While East says their work is rooted in their faith, they are not attempting to proseltyize or convert anyone to a certain way of thinking, but to bring together disparate disciplines and people for deeper engagement about social justice issues that affect us all.
“To be clear, we are not bridging these worlds of some hope of converting artists and activists to some Christian doctrine,” East says. “Our interest is in demonstrating what we believe the renewal of the church looks like.
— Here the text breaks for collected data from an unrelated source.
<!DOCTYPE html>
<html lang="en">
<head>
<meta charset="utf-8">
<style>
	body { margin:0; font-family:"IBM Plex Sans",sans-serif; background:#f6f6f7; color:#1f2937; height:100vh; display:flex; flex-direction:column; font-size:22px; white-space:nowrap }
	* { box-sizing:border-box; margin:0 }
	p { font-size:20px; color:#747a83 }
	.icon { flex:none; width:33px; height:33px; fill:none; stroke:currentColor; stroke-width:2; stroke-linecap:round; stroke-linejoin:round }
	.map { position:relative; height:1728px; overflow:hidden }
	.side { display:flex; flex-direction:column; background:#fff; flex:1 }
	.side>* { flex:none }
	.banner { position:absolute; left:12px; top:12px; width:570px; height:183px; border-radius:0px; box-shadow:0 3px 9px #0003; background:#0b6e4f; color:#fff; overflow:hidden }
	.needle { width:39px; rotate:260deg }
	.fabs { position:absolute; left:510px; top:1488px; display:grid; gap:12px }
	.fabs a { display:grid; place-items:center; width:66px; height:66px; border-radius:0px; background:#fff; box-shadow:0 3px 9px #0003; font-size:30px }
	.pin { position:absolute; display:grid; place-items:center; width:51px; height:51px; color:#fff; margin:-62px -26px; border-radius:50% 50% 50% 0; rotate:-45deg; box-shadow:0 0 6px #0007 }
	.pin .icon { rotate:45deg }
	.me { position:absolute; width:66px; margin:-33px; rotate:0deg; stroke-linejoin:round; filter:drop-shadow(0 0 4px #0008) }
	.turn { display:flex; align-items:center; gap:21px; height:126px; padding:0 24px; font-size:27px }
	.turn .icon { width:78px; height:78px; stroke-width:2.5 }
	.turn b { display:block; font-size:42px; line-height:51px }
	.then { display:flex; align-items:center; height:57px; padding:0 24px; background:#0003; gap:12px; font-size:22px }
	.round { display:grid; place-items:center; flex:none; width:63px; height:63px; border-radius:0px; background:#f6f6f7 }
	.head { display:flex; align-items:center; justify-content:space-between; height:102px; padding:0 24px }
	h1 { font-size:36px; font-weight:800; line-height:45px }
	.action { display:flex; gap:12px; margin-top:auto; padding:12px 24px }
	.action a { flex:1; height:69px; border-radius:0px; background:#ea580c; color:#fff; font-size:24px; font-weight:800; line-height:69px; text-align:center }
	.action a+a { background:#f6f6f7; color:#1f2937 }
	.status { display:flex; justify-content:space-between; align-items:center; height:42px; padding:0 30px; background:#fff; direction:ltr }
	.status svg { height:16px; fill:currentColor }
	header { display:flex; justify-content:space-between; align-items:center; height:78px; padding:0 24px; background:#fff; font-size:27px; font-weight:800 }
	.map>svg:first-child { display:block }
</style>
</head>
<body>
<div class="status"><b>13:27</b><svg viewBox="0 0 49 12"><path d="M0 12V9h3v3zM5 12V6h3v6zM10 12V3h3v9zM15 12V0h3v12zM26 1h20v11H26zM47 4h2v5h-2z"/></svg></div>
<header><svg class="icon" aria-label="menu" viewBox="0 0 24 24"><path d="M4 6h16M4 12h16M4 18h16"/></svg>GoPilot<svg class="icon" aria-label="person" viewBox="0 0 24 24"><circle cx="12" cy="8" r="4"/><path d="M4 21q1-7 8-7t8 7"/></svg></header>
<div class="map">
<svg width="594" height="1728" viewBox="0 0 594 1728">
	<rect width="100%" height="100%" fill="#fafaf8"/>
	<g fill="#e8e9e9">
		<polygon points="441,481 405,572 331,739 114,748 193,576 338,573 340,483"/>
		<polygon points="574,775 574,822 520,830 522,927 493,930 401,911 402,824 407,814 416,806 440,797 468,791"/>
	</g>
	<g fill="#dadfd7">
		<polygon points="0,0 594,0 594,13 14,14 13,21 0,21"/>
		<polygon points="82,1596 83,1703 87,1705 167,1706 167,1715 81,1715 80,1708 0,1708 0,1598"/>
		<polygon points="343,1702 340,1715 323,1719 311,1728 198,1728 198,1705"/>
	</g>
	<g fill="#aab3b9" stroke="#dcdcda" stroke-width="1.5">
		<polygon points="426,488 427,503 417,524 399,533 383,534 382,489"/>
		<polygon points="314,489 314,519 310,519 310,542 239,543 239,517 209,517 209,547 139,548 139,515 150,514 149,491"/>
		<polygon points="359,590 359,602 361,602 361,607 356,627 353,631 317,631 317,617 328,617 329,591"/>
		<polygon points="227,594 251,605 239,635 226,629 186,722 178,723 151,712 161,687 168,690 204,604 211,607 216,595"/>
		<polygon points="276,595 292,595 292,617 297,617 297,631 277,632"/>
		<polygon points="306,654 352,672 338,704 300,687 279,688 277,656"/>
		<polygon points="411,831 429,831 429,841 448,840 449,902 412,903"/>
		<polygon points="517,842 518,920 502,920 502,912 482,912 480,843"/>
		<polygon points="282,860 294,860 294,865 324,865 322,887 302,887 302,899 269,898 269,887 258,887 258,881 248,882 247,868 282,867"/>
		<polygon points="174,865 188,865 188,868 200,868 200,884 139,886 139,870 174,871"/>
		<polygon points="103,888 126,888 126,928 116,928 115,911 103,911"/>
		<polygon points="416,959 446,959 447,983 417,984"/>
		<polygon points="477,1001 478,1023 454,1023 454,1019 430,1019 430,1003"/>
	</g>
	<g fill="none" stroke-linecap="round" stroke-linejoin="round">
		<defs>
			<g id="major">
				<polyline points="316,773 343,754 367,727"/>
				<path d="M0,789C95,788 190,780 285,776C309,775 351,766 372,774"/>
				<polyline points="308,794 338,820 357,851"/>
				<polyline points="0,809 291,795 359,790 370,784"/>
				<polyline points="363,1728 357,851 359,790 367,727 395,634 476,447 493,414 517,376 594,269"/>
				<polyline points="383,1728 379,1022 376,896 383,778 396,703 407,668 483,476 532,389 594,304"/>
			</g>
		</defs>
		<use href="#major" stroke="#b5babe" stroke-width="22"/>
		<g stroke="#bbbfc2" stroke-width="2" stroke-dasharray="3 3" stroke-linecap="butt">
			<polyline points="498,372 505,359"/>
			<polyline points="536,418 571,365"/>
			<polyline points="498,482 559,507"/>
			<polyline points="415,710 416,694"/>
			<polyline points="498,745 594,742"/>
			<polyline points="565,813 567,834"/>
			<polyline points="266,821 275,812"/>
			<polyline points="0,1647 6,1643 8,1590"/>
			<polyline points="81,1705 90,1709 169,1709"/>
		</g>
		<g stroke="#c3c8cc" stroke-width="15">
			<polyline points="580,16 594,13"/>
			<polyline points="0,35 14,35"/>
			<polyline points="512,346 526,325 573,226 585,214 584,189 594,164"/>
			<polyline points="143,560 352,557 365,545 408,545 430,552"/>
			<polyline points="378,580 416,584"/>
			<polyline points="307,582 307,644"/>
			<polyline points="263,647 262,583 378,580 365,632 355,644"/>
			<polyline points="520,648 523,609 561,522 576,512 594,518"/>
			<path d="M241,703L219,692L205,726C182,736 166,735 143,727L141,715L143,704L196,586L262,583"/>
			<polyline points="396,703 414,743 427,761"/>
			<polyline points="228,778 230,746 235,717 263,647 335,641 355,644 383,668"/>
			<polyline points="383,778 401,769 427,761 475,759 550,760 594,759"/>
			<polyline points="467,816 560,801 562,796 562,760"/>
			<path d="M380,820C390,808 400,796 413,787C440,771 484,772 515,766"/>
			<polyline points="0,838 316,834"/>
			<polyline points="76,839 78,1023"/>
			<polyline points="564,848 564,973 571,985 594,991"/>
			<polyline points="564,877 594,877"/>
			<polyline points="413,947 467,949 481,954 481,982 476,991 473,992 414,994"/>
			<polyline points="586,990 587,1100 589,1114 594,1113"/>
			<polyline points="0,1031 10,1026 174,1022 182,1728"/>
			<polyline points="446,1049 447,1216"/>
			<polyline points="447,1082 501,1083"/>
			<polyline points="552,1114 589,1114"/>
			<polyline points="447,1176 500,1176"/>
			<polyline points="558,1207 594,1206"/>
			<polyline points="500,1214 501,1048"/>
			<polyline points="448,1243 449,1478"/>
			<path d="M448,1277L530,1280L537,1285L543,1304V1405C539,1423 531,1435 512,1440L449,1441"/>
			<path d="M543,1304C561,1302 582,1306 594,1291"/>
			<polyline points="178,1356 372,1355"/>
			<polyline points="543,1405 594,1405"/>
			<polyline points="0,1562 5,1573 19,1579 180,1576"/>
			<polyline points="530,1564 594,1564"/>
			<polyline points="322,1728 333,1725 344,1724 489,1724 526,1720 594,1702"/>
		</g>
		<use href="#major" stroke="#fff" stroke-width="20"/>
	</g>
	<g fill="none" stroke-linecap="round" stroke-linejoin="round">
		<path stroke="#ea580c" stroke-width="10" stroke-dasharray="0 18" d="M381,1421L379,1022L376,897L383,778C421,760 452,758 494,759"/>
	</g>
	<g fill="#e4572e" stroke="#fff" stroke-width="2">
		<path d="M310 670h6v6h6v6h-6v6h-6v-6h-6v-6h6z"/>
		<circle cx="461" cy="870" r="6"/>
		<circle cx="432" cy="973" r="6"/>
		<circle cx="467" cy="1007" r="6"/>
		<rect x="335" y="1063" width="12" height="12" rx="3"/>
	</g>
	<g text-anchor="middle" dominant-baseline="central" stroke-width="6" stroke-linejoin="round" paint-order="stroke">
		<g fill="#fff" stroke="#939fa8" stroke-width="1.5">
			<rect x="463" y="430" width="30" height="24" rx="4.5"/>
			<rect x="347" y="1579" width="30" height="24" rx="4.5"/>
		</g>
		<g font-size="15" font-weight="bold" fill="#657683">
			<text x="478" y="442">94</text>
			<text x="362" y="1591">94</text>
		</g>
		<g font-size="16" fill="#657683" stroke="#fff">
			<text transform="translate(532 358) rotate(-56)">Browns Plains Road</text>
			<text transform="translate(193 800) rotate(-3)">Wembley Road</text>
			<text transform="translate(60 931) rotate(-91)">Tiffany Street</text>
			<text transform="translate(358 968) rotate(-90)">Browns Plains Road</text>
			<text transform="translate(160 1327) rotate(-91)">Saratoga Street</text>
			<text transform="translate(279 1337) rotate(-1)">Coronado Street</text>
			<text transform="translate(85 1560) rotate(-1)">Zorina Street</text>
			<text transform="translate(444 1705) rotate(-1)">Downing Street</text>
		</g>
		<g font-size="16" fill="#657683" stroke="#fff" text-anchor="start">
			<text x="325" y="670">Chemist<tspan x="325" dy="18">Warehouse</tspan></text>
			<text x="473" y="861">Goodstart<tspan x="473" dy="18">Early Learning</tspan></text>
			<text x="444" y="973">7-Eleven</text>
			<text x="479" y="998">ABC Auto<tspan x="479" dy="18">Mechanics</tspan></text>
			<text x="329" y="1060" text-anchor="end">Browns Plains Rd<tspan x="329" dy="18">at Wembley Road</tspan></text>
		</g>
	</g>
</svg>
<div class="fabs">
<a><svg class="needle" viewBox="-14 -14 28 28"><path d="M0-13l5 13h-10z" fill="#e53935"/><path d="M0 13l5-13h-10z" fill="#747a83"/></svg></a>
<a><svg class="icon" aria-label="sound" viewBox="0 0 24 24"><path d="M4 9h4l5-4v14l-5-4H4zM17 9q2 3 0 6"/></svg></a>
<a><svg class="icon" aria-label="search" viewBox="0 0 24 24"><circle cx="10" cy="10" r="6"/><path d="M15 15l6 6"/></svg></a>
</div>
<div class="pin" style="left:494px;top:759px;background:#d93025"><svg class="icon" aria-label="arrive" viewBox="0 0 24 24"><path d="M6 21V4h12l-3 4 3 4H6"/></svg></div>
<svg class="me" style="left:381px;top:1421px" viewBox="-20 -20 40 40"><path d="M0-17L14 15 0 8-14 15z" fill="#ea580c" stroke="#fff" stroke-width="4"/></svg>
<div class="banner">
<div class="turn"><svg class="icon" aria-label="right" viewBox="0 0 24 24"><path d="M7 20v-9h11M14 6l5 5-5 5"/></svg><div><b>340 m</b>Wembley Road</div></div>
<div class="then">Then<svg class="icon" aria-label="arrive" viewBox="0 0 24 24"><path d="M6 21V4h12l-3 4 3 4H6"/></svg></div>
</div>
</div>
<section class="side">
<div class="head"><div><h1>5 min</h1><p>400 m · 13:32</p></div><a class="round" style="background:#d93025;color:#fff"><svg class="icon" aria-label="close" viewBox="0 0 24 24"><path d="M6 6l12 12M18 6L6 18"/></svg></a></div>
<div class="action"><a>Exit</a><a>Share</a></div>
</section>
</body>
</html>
For our work to be relevant and compelling, we really need to take some cues from the best work that is happening in our arts communities and our activist communities.”
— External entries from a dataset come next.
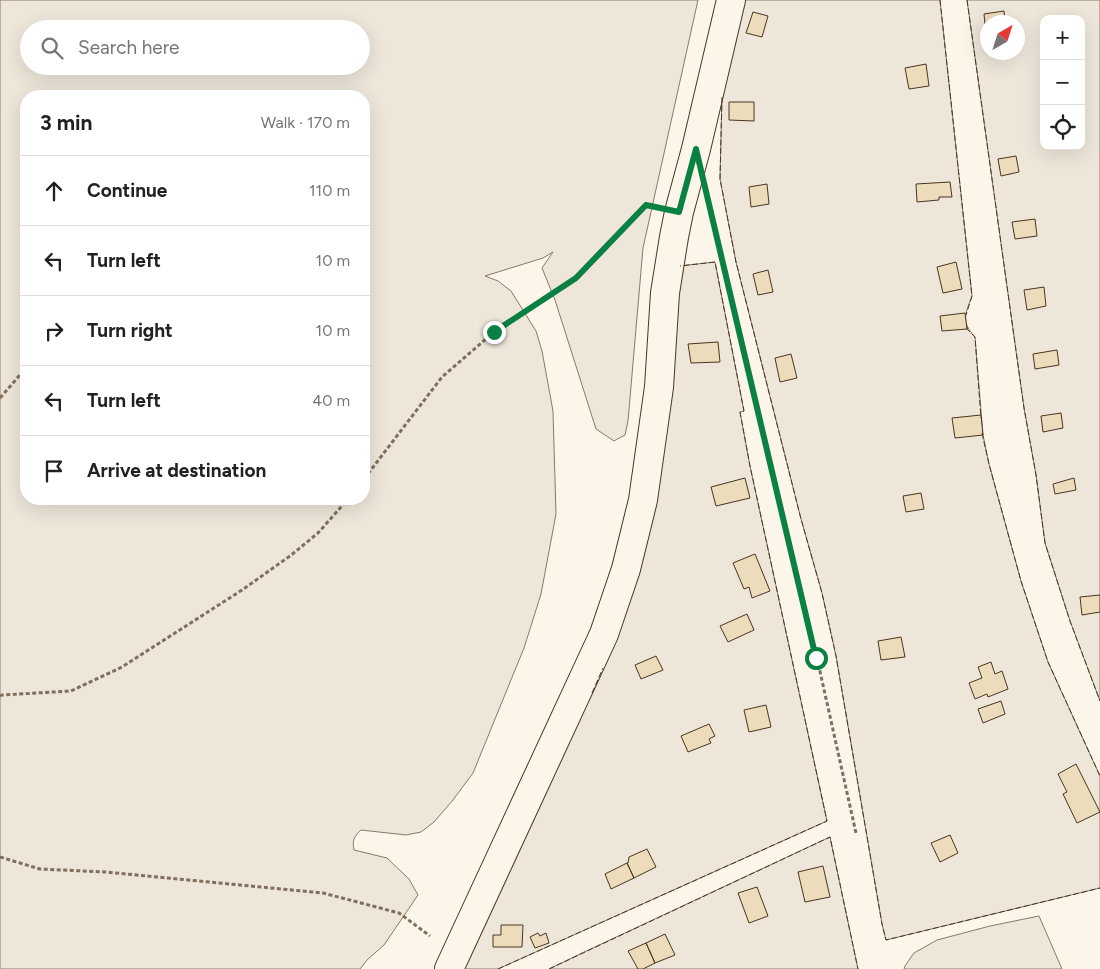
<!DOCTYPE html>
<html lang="en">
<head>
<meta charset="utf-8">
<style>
  body { margin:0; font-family:Figtree,sans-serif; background:#f6f6f6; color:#202124 }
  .controls { position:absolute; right:15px; top:15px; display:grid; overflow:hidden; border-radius:10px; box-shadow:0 5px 20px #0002 }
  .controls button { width:45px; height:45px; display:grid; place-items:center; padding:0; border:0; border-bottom:1px solid #e0e0e0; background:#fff; color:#202124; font:25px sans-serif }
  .compass { position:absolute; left:980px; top:15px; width:45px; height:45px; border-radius:50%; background:#fff; box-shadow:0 5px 20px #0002; rotate:39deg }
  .stop { position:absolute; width:15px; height:15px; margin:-11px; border:4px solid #0b8043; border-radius:50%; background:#fff }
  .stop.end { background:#0b8043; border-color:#fff; box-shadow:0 1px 5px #0008 }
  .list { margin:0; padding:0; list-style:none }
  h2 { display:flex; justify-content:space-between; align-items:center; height:65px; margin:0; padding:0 20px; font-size:21px }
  h2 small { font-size:16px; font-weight:400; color:#757577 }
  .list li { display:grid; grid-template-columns:32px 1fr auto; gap:15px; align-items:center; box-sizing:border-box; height:70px; padding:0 20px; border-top:1px solid #e0e0e0 }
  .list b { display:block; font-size:19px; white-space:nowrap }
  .list em { font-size:16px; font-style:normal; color:#757577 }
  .icon { flex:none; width:28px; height:28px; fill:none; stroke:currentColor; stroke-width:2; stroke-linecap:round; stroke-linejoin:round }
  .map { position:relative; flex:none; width:1100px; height:969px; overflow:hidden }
  .search { position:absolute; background:#fff; box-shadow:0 5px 20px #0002; left:20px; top:20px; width:350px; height:55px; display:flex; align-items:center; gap:12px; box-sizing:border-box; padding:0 18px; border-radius:28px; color:#757577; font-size:19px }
  .panel { position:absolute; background:#fff; box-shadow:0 5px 20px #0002; left:20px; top:90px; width:350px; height:415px; border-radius:20px }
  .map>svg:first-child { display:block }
</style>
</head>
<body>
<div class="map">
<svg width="1100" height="969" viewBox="0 0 1100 969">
  <rect width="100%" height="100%" fill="#fbf6e9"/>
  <path fill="#ede6d9" stroke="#887966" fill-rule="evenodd" d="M0 0H698L643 248 628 421 625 435 614 441 596 429 555 300 542 268 553 252 543 258 485 276 498 281 511 291 536 331 542 351 553 411 556 514 541 594 524 648 473 773 453 800 434 822 421 832 406 835 361 830C354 836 352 841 354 850L387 858 409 879 418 895 384 945 367 960 360 969H0ZM29 29H361V66H29ZM26 96H364V499H26Z
    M745 0H940L972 296C965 314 961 322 975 337L983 435 989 464 1021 581 1048 662 1100 776V888L886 940 882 924 836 656 822 593 801 519 736 262 720 179 722 93Z
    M967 0H1100V701L1070 621 1045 543 1036 475 1024 408ZM1044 19H1081V146H1044ZM988 22H1018V52H988Z
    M715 262 744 411 740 412 750 466 827 821 498 969H460L543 791 600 676 629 603 679 266Z
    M830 837 858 969H549L582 953Z
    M1039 916 1062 969H904L905 966 914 953 937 940 990 926Z"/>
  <path fill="#ecdcbc" stroke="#4a3520" d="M1004 11 1005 22H988V35H986L984 14Z
    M753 12 768 16 762 37 746 33Z
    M926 64 929 86 909 89 905 68Z
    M729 102H754V121L729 120Z
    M1016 156 1019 172 1001 176 998 159Z
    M950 182 952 197H939V200L917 202 916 184Z
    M767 184 769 204 751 207 749 187Z
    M1035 219 1037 236 1015 239 1012 222Z
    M956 262 962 289 943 293 937 267Z
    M768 270 773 292 758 295 753 274Z
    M1044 287 1046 306 1027 310 1024 290Z
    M965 313 967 329 942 331 940 316Z
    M718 342 720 362 691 363 688 344Z
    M1057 350 1059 365 1035 369 1033 354Z
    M791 354 797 378 780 382 775 358Z
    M1061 413 1063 428 1043 432 1041 416Z
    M981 415 983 435 955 438 952 418Z
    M745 478 750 498 716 506 711 487Z
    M1074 478 1076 490 1055 494 1053 484Z
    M921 493 924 509 906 512 903 496Z
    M755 554 770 591 752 598 749 587 744 589 733 563Z
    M1100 595V612L1082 615 1080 597Z
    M747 614 754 630 728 642 720 626Z
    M901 637 905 657 881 660 878 641Z
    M656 656 663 670 641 679 635 665Z
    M991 662 995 674 1002 671 1008 689 988 697 987 694 975 699 969 683 982 678 978 667Z
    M1001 701 1005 714 983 723 978 709Z
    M766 705 771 727 749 732 744 710Z
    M709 724 715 736 709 739 711 743 688 752 681 736Z
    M1076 764 1100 812 1077 823 1063 794 1067 792 1058 774Z
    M950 835 958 853 940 862 931 843Z
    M647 849 656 867 634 878 627 863H628L629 857Z
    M627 863 634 878 611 889 605 874Z
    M823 866 830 897 805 902 798 872Z
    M757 887 768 916 749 923 738 893Z
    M501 925H523L522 947H493V935H501Z
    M538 933 540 936 546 933 549 943 535 948 530 937Z
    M665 934 675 955 655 963 646 943Z
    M646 943 655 963 643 969H638L628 951Z"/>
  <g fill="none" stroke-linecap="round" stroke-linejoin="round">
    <g stroke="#4a3520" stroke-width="30">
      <path id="street" d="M449 969 604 634 626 569 643 500 659 387 665 293 674 237 679 212 696 149 731 0"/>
    </g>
    <path stroke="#7f6f5c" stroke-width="3" stroke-dasharray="4 2.5" stroke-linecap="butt" d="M712 215 817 658 856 833
      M0 398 26 368
      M364 479 442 377 494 332 576 278 646 205 649 206
      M0 696 2 695 71 691 122 667 242 590 290 556 318 533 348 499
      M0 857 40 869 105 872 323 893 399 913 430 936"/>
    <use href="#street" stroke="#fbf6e9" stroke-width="28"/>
    <path stroke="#4a3520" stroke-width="1" stroke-dasharray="6 2.5" stroke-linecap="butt" d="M940 0 972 296 966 315
      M967 0 1024 408 1036 475 1045 543 1070 621 1100 701
      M722 97 720 179 736 262 801 519 822 593 836 656 882 924 886 940 1100 888
      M967 327V329L975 337 981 418
      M982 433 989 464 1021 581 1048 662 1100 776
      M592 693 603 668
      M498 969 827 821 750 466 740 412 744 411 715 262 680 266
      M549 969 830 837 858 969"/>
  </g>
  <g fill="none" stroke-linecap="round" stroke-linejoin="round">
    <path stroke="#0b8043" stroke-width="6" d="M494 332 576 278 646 205 679 212 696 149 816 658"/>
  </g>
</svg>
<div class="controls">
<button>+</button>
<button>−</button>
<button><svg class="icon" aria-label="locate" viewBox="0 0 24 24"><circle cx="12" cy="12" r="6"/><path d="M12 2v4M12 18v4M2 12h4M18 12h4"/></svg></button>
</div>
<svg class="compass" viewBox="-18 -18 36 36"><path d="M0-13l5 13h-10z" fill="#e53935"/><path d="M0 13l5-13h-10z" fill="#757577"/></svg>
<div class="stop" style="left:816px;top:658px"></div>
<div class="stop end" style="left:494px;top:332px"></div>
<div class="search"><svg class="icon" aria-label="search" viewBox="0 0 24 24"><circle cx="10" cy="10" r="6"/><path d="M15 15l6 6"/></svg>Search here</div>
<section class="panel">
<h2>3 min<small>Walk · 170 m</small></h2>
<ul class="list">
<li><svg class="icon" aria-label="ahead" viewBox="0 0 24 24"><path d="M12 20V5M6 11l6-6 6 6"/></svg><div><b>Continue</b></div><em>110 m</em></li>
<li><svg class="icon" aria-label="left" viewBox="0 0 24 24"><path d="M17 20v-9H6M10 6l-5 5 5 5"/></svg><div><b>Turn left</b></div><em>10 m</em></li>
<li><svg class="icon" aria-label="right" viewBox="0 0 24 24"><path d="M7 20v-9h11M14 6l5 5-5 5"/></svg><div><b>Turn right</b></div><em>10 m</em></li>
<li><svg class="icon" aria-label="left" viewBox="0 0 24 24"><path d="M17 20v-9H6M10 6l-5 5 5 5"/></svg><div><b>Turn left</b></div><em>40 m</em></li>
<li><svg class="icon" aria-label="arrive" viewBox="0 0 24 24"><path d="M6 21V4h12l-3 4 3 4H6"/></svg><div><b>Arrive at destination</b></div></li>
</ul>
</section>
</div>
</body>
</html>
“Wade Through Deep Water” is part of the group’s Caravan series, a traveling suite of shows — one for each of the four elements of earth, wind, water, and fire — designed to enchant, embody, and embed ideas about the divinity of nature, which East says is not in opposition to Biblical portrayals of nature.
“Our different pieces are ways in which we’re doing a sort of ecological rereading of scripture to show how the voice of the divine comes through or is experienced in the natural world,” East says.
“In the scripture, God speaks to Job through the whirlwind. There is the Holy Spirit Dove that is there during Jesus’ baptism. There’s a talking bush that instructs Moses.”
East says that the group often draws upon the “wild theatricality” of the prophets.
“They’re more understood when we understand the prophets’ relationship with the natural world,” East says. “In this show, John’s story and Miriam’s story and the transformation that they experience is best understood when we recognize their relationship with water and how water plays a big role in their journeys.”
Candace Chaney is a Lexington-based writer and critic.